Sitting in her sunny Munich atelier, Koelbl, a youthful 74-year-old with a shock of curly red hair, smiles modestly at the compliment. What does she see through her viewfinder when she’s with Merkel?

“Merkel doesn’t ruffle her feathers in public like many men, she doesn’t play to the gallery,” says Koelbl. “Vanity is the Achilles heel of politicians but she isn’t vain and that is her strength.”

As someone who watches and writes about Merkel for a living, the most striking thing is the contrasting perception at home and abroad. While she has inspired Thatcher-like animosity towards her across Europe, it is difficult to find anyone in Germany who really dislikes her as a person.

Born Angela Kasner in 1954 in Hamburg, as a baby she moved with her family to the East German town of Templin, an hour north of Berlin, where her Lutheran pastor father headed a seminary.

She was a bright student, her maths teacher remembers; mediocre, says her sports teacher. Her family claims she was five when she held her first political speeches but it would be another three decades before she entered politics formally.

The man who opened the door to Merkel, literally and figuratively, was Rainer Eppelmann, a Lutheran pastor and civil rights campaigner in East Germany.

It was late 1989, the Berlin Wall had fallen weeks earlier and Eppelmann remembers a young woman with watchful eyes appearing at the door of the improvised headquarters of his Democratic Awakening (DA) group. The two soon realised they had someone in common: Eppelmann had studied theology under Merkel’s father, Horst Kasner, who he remembers as a strict man of strong views.

“He was a very communicative and confident person, with a brutal side and not exactly empathetic,” says Eppelmann. Like many eastern pastors, he suspects Kasner, who moved his family east while everyone else fled west, was more enamoured with socialism than was appropriate for a clergyman. He has no such doubts about Kasner’s daughter, even though she came relatively late to East Germany’s civil rights campaign.

“She came along when the first door had opened but still a lot earlier than many others,” says Eppelmann, now 70. “She told me she thought East Germany was finally far enough along that it made sense to engage politically.”

After studying physics in Leipzig, Merkel worked as a researcher in East Berlin.
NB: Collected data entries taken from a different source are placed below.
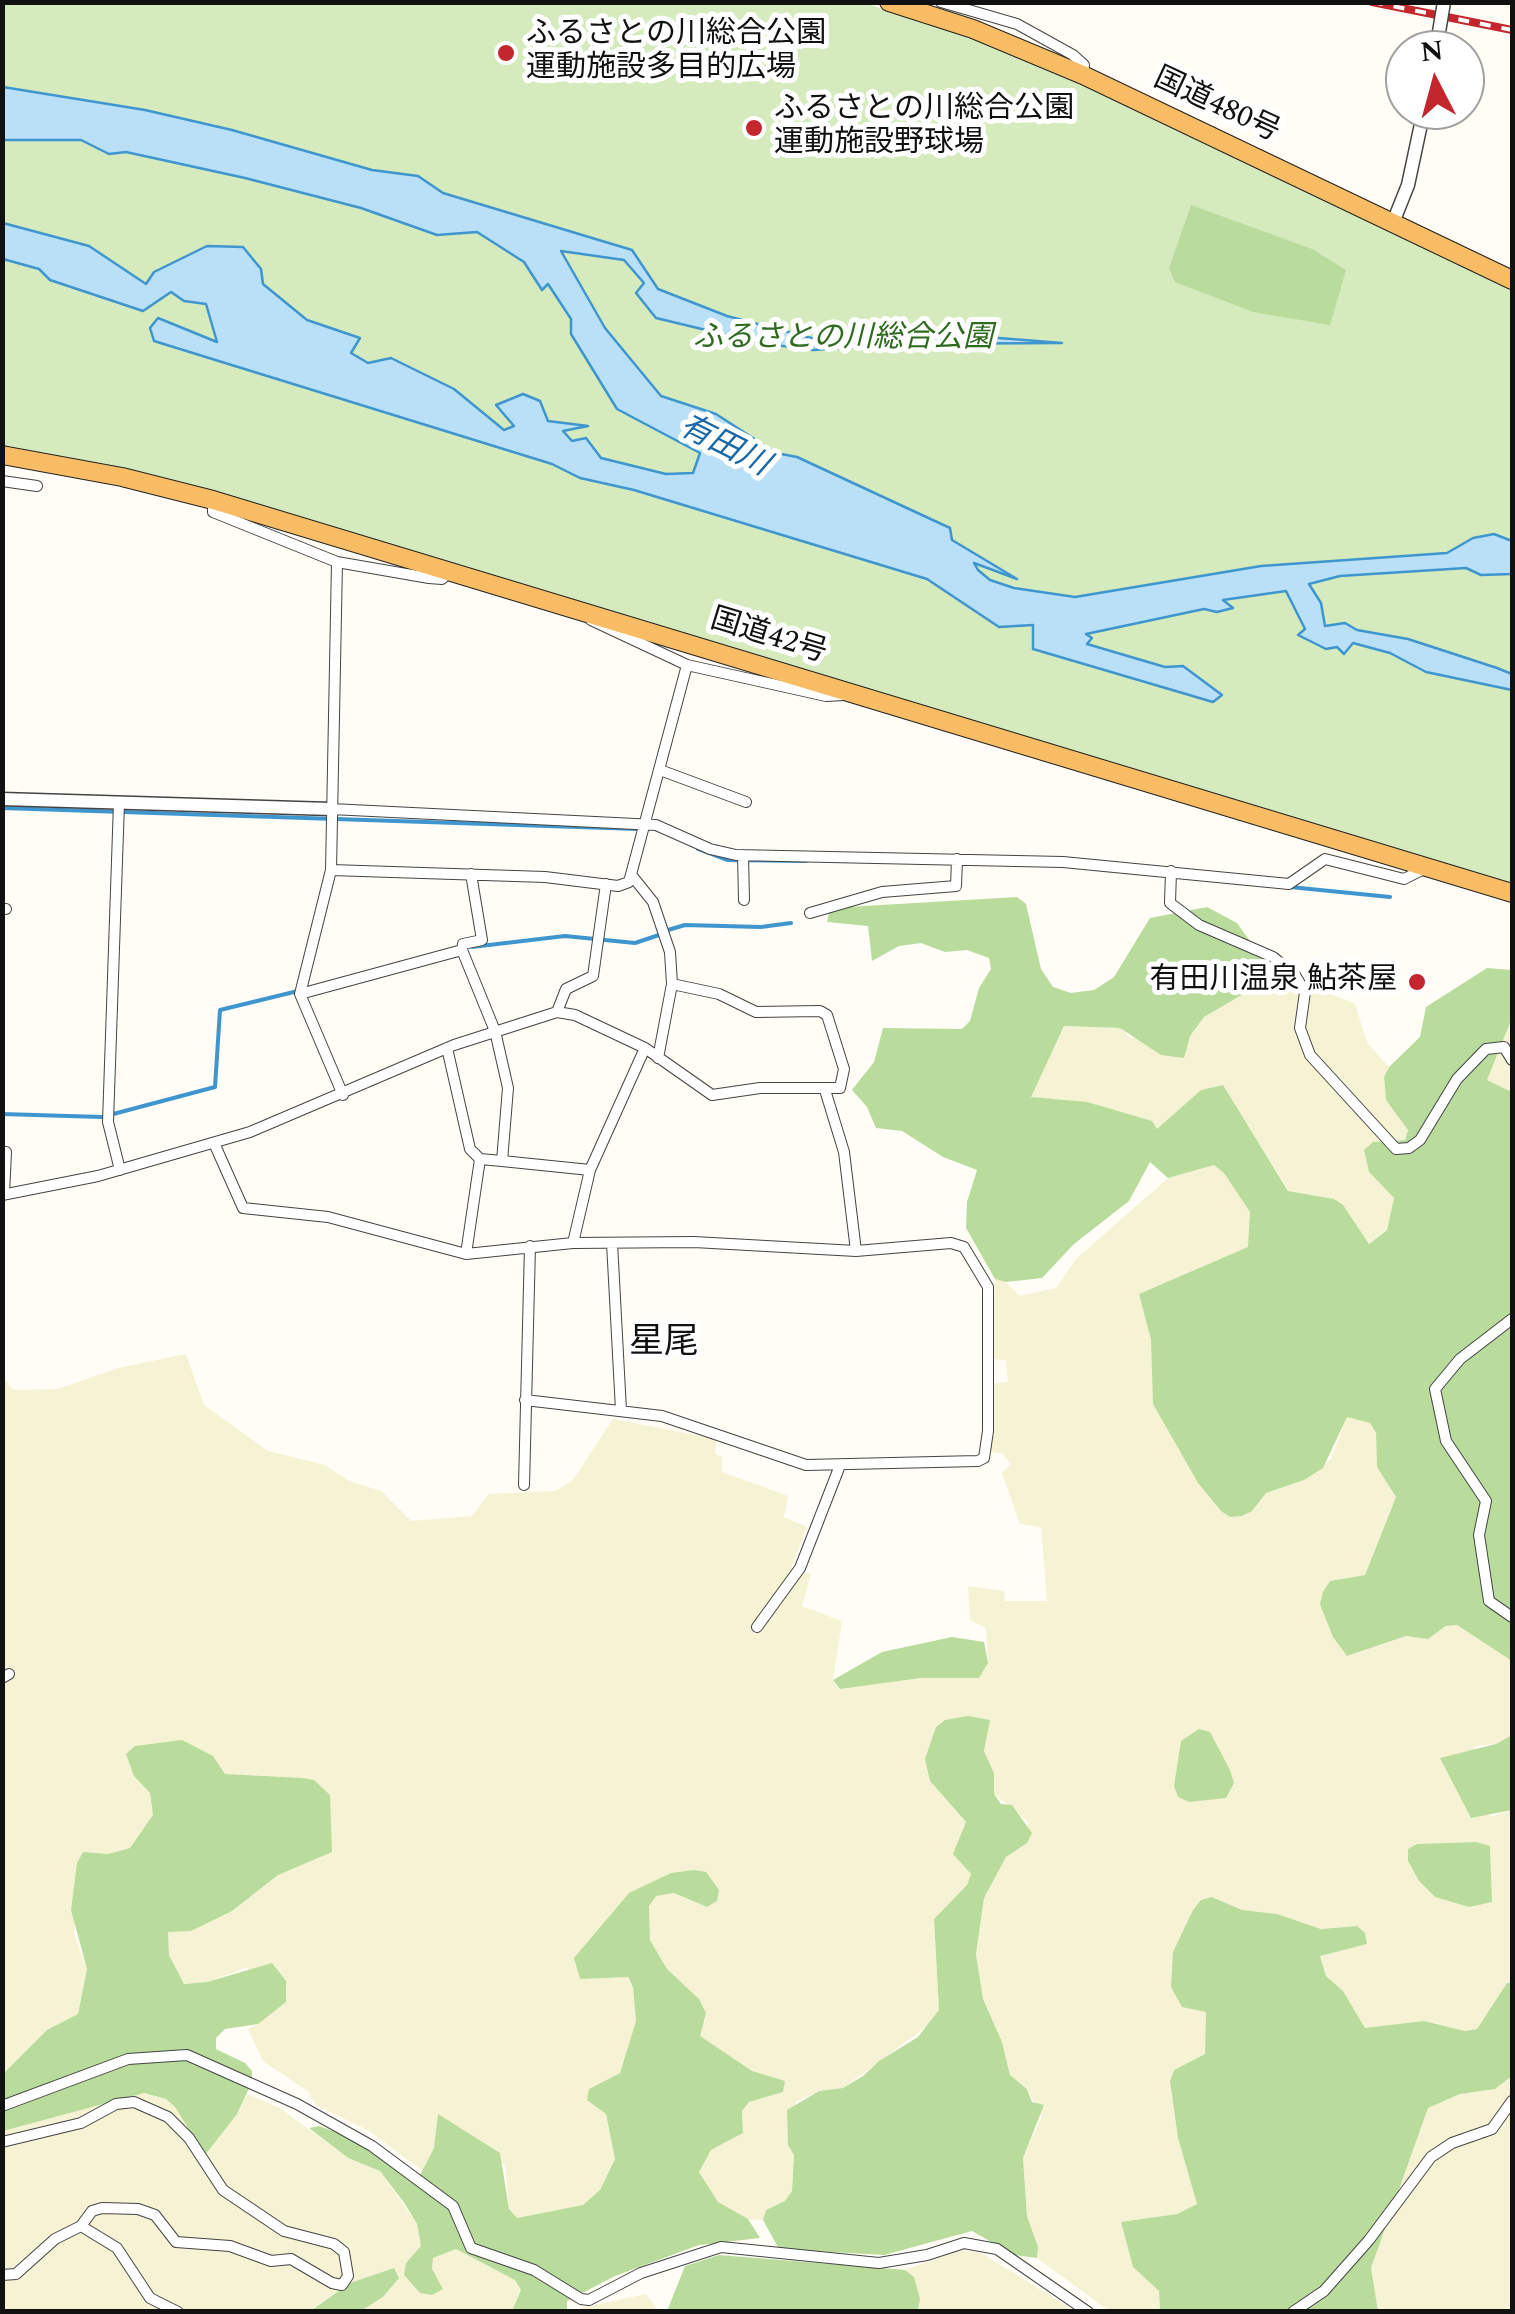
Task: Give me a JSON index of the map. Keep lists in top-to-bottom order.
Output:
{
  "streets": {
    "highway": ["国道480号", "国道42号"]
  },
  "districts": ["星尾"],
  "water": ["有田川"],
  "parks": ["ふるさとの川総合公園"],
  "places": ["ふるさとの川総合公園 運動施設多目的広場", "ふるさとの川総合公園 運動施設野球場", "有田川温泉 鮎茶屋"],
  "north": "top"
}
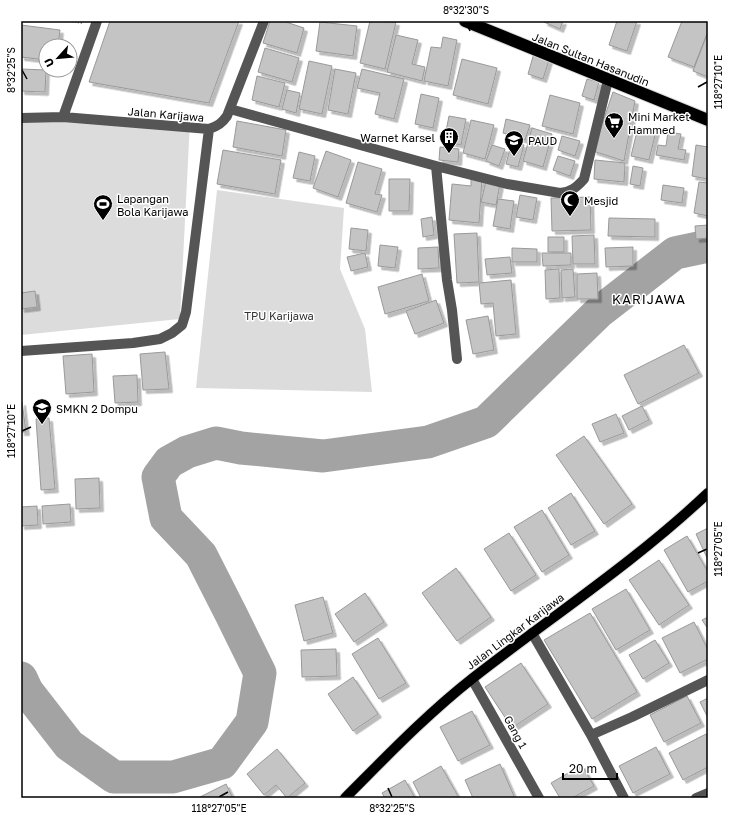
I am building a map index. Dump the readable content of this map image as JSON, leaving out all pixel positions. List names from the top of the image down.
{
  "streets": {
    "highway": ["Jalan Sultan Hasanudin"],
    "main road": ["Jalan Lingkar Karijawa"],
    "street": ["Jalan Karijawa", "Gang 1"]
  },
  "crossings": [
    ["Jalan Lingkar Karijawa", "Gang 1"]
  ],
  "districts": ["KARIJAWA"],
  "parks": ["TPU Karijawa"],
  "places": {
    "supermarket": ["Mini Market Hammed"],
    "building": ["Warnet Karsel"],
    "school or university": ["PAUD", "SMKN 2 Dompu"],
    "mosque": ["Mesjid"],
    "sports": ["Lapangan Bola Karijawa"]
  },
  "scale_bar": "20 m",
  "north": "bottom left",
  "coordinates": [
    "8°32'30\"S",
    "8°32'25\"S",
    "118°27'10\"E",
    "118°27'05\"E"
  ]
}
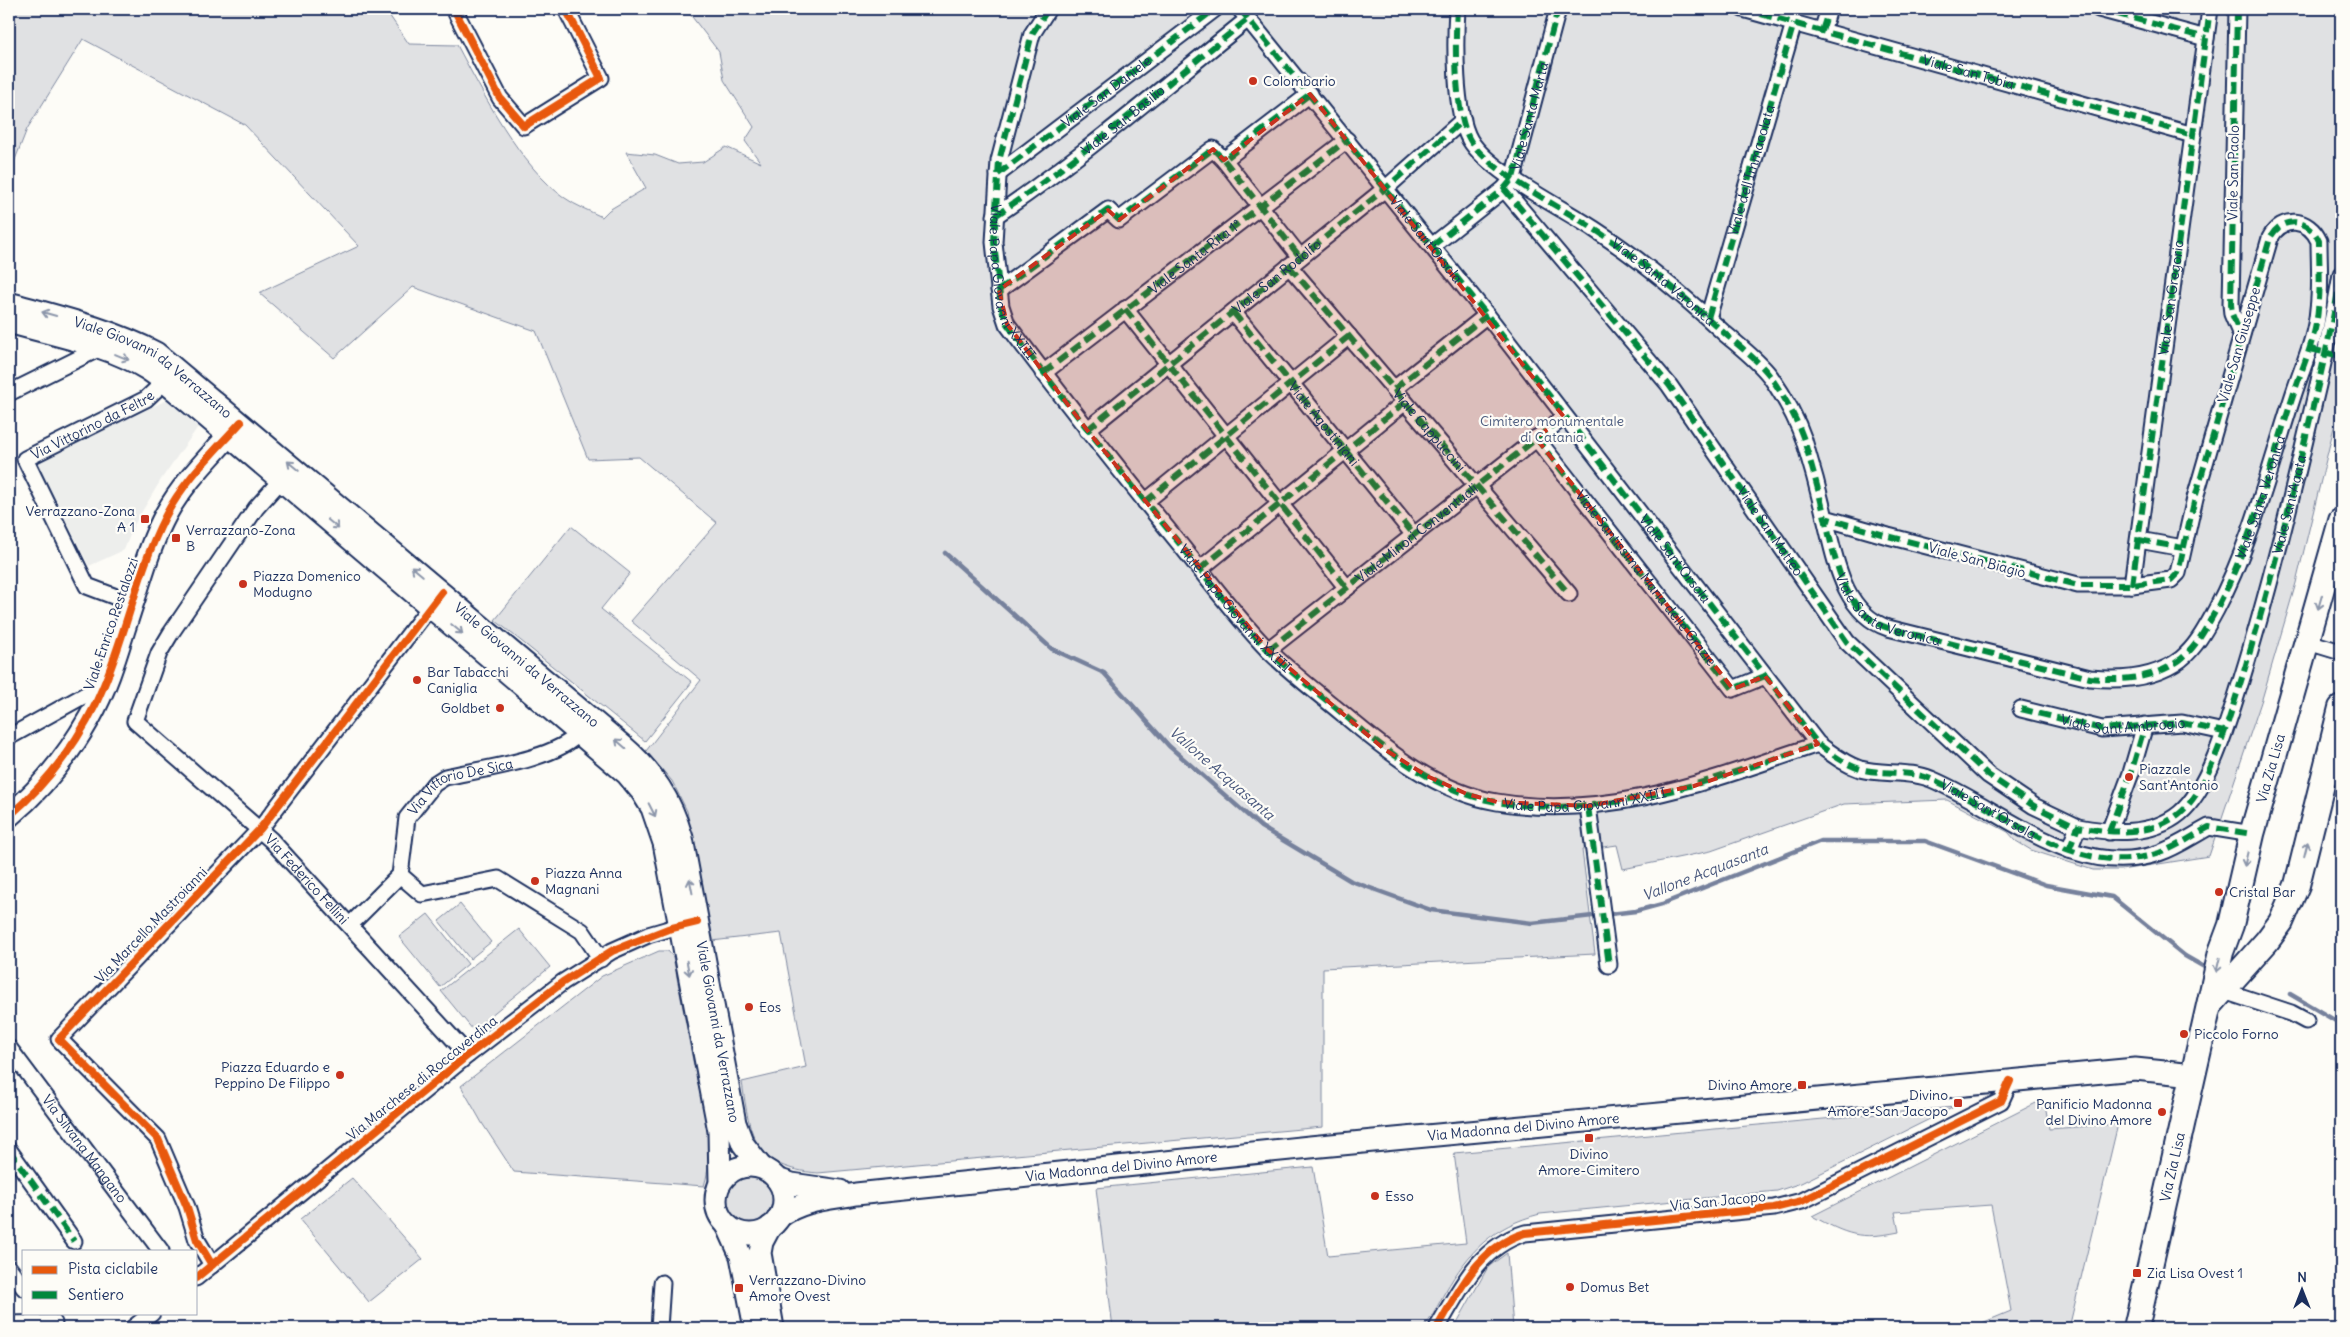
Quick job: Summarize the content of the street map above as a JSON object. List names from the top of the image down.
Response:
{
  "streets": {
    "main road": [
      "Viale Giovanni da Verrazzano",
      "Viale Enrico Pestalozzi",
      "Via Zia Lisa",
      "Via Madonna del Divino Amore"
    ],
    "street": [
      "Viale San Tobia",
      "Viale San Daniele",
      "Viale Santa Marta",
      "Viale San Basilio",
      "Viale dell'Immacolata",
      "Viale San Paolo",
      "Viale Sant'Orsola",
      "Viale Santa Rita 1°",
      "Viale San Rodolfo",
      "Viale Papa Giovanni XXIII",
      "Viale Santa Veronica",
      "Viale San Gregorio",
      "Viale San Giuseppe",
      "Via Vittorino da Feltre",
      "Viale Agostiniani",
      "Viale Cappuccini",
      "Viale Sant'Agata",
      "Viale San Matteo",
      "Viale Minori Conventuali",
      "Viale San Biagio",
      "Viale Santissima Maria delle Grazie",
      "Viale Sant'Ambrogio",
      "Via Vittorio De Sica",
      "Via Federico Fellini",
      "Via Marcello Mastroianni",
      "Via Marchese di Roccaverdina",
      "Via Silvana Mangano",
      "Via San Jacopo"
    ]
  },
  "crossings": [
    ["Viale San Tobia", "Viale dell'Immacolata"],
    ["Viale San Tobia", "Viale San Gregorio"],
    ["Viale San Daniele", "Viale Papa Giovanni XXIII"],
    ["Viale Santa Marta", "Viale Santa Veronica"],
    ["Viale Santa Marta", "Viale San Matteo"],
    ["Viale San Basilio", "Viale Sant'Orsola"],
    ["Viale San Basilio", "Viale Papa Giovanni XXIII"],
    ["Viale dell'Immacolata", "Viale Santa Veronica"],
    ["Viale San Paolo", "Viale San Giuseppe"],
    ["Viale Sant'Orsola", "Viale Santa Rita 1°"],
    ["Viale Sant'Orsola", "Viale San Rodolfo"],
    ["Viale Sant'Orsola", "Viale Papa Giovanni XXIII"],
    ["Viale Sant'Orsola", "Viale Minori Conventuali"],
    ["Viale Sant'Orsola", "Viale Santissima Maria delle Grazie"],
    ["Viale Sant'Orsola", "Via Zia Lisa"],
    ["Viale Santa Rita 1°", "Viale Papa Giovanni XXIII"],
    ["Viale Santa Rita 1°", "Viale Cappuccini"],
    ["Viale San Rodolfo", "Viale Papa Giovanni XXIII"],
    ["Viale San Rodolfo", "Viale Santa Veronica"],
    ["Viale San Rodolfo", "Viale Agostiniani"],
    ["Viale San Rodolfo", "Viale Cappuccini"],
    ["Viale Papa Giovanni XXIII", "Viale Minori Conventuali"],
    ["Viale Santa Veronica", "Viale San Giuseppe"],
    ["Viale Santa Veronica", "Viale San Matteo"],
    ["Viale Santa Veronica", "Viale San Biagio"],
    ["Viale San Gregorio", "Viale San Giuseppe"],
    ["Viale San Gregorio", "Viale San Biagio"],
    ["Viale San Giuseppe", "Viale San Biagio"],
    ["Viale Giovanni da Verrazzano", "Via Vittorino da Feltre"],
    ["Viale Giovanni da Verrazzano", "Viale Enrico Pestalozzi"],
    ["Viale Giovanni da Verrazzano", "Via Vittorio De Sica"],
    ["Viale Giovanni da Verrazzano", "Via Federico Fellini"],
    ["Viale Giovanni da Verrazzano", "Via Marcello Mastroianni"],
    ["Viale Giovanni da Verrazzano", "Via Marchese di Roccaverdina"],
    ["Via Vittorino da Feltre", "Viale Enrico Pestalozzi"],
    ["Viale Agostiniani", "Viale Minori Conventuali"],
    ["Viale Cappuccini", "Viale Minori Conventuali"],
    ["Viale Sant'Agata", "Viale San Matteo"],
    ["Viale Sant'Agata", "Viale Sant'Ambrogio"],
    ["Viale Minori Conventuali", "Viale Santissima Maria delle Grazie"],
    ["Via Zia Lisa", "Via Madonna del Divino Amore"],
    ["Via Federico Fellini", "Via Marcello Mastroianni"],
    ["Via Federico Fellini", "Via Marchese di Roccaverdina"],
    ["Via Marcello Mastroianni", "Via Marchese di Roccaverdina"],
    ["Via Madonna del Divino Amore", "Via San Jacopo"]
  ],
  "water": ["Vallone Acquasanta"],
  "parks": ["Cimitero monumentale di Catania"],
  "places": {
    "other": [
      "Colombario",
      "Piazza Domenico Modugno",
      "Bar Tabacchi Caniglia",
      "Goldbet",
      "Piazzale Sant'Antonio",
      "Piazza Anna Magnani",
      "Cristal Bar",
      "Eos",
      "Piccolo Forno",
      "Piazza Eduardo e Peppino De Filippo",
      "Panificio Madonna del Divino Amore",
      "Esso",
      "Domus Bet"
    ],
    "transit": [
      "Verrazzano-Zona A 1",
      "Verrazzano-Zona B",
      "Divino Amore",
      "Divino Amore-San Jacopo",
      "Divino Amore-Cimitero",
      "Zia Lisa Ovest 1",
      "Verrazzano-Divino Amore Ovest"
    ]
  },
  "legend": ["Pista ciclabile", "Sentiero"],
  "north": "top"
}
Critics accuse her of being an East German fellow traveller, building a comfortable nest rather than risking her position and protesting against the regime.

Merkel argues she was “never unpolitical”, but conceded in 2009 she was “just not politically active” in East Germany’s turbulent final years.

Within months, and on Rainer Eppelmann’s recommendation, she went from DA spokeswoman to deputy spokeswoman for East Germany’s first and last democratically elected government.

Merkel is still coloured by her East German background, he says: the collapse of her homeland has taught her to take nothing for granted and to have a healthy suspicion of organised structures. In a nod to an official East German anthem, Eppelmann says: “The party is not always right. A political party is a tool for her, not something to be worshipped.”

After winning a seat in the first unified Bundestag, Merkel left Eppelmann and Berlin for Bonn where, as a young member of Helmut Kohl’s ruling Christian Democratic Union (CDU), she was promptly appointed to the cabinet.

Another eastern cabinet appointee was Paul Krüger, today the mayor of Neubrandenburg, a city two hours north of Berlin. Far from home, the two easterners or "Ossis" were soon on first-name "Du" terms with each other – a familiarity that holds to this day. Krüger's first memory of Merkel is of her "conspicuous inconspicuousness" both in dress sense and personality. She stood out by not wanting to stand out, he says, the polar opposite of western German CDU politicians, who as teenagers were already practising their party conference speeches in the bathroom mirror.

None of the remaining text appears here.